Exercise aim
Go through the lines below and copy any that hold the string "canvas".

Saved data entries
------------------------------------

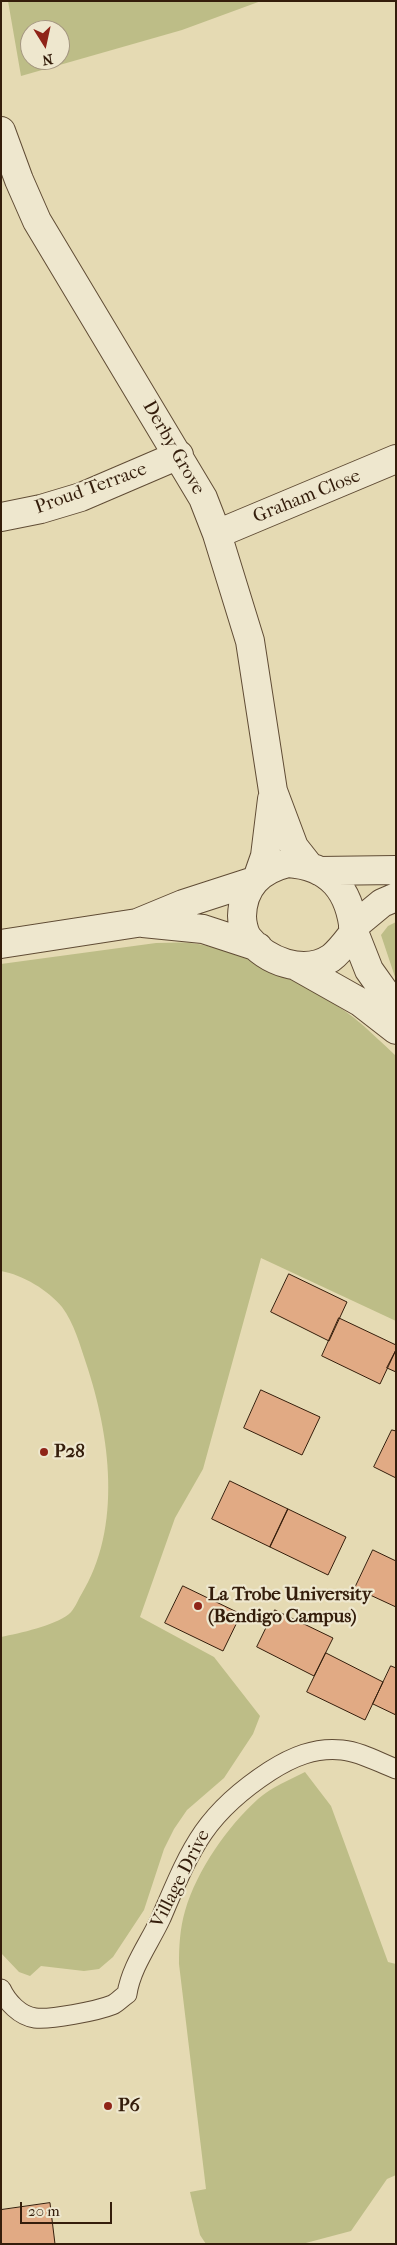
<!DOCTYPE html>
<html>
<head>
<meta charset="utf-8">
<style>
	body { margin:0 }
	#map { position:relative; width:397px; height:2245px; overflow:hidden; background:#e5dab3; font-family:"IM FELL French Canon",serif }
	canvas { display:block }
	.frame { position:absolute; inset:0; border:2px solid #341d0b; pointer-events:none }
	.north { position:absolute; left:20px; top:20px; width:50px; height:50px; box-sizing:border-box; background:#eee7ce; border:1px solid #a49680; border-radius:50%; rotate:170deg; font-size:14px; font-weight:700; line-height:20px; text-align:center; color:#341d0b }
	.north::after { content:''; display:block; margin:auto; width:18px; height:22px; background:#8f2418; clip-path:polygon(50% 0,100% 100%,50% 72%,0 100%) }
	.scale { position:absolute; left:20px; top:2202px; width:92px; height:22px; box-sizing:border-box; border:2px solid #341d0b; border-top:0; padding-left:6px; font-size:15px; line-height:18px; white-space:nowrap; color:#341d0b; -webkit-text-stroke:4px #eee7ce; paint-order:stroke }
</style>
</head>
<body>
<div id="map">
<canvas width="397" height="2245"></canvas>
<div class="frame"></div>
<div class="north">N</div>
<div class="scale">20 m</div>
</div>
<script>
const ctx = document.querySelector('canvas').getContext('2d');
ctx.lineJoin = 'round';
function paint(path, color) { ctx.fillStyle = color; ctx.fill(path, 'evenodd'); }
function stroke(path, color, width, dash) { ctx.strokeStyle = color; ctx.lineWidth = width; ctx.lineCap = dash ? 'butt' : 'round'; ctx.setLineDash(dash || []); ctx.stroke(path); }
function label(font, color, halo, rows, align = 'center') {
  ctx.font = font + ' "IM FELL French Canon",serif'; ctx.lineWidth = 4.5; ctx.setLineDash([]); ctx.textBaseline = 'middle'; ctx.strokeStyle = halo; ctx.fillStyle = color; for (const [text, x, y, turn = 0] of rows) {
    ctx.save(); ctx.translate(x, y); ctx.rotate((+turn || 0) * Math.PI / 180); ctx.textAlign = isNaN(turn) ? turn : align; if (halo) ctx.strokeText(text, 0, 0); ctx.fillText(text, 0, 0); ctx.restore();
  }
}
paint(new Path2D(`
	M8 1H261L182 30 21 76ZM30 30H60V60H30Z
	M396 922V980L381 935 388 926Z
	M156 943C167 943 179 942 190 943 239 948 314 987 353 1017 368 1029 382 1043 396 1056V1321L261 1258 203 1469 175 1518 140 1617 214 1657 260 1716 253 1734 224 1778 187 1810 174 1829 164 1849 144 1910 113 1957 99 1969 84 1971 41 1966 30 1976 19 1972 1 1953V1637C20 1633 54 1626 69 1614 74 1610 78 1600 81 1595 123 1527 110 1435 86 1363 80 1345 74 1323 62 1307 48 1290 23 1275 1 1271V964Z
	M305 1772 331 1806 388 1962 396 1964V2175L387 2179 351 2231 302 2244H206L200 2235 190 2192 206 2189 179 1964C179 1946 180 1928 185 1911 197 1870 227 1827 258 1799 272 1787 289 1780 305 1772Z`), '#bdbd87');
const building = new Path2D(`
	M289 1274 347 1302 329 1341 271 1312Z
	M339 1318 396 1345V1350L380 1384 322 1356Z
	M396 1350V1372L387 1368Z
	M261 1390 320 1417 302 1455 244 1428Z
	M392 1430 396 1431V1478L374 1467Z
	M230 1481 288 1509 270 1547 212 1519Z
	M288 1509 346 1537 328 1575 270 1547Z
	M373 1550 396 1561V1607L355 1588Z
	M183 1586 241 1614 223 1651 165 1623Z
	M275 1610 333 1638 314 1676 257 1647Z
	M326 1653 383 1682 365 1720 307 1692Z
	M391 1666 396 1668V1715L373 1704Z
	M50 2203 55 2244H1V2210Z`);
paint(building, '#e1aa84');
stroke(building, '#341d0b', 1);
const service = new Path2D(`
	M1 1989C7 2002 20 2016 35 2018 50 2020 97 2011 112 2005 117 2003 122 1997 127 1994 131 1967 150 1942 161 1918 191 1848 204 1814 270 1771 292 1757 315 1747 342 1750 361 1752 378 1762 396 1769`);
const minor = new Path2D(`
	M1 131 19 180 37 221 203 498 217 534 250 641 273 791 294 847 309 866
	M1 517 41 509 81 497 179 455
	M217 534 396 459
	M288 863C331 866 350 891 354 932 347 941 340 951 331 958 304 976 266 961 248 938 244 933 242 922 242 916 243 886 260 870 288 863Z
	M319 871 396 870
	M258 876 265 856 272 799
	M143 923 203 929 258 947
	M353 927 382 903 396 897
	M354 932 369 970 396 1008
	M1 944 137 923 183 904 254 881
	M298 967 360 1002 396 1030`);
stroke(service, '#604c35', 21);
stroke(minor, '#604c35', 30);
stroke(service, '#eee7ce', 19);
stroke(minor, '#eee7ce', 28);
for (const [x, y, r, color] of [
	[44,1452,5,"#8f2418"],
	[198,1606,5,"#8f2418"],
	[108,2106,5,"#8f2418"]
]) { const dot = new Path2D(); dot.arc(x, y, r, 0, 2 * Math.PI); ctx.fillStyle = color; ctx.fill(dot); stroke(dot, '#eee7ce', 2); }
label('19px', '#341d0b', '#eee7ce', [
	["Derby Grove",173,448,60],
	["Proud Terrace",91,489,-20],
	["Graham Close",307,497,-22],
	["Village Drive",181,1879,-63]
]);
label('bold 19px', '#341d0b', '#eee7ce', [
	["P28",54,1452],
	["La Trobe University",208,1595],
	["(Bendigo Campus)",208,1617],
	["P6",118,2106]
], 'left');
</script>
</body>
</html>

------------------------------------

Exercise solution
	canvas { display:block }
<canvas width="397" height="2245"></canvas>
const ctx = document.querySelector('canvas').getContext('2d');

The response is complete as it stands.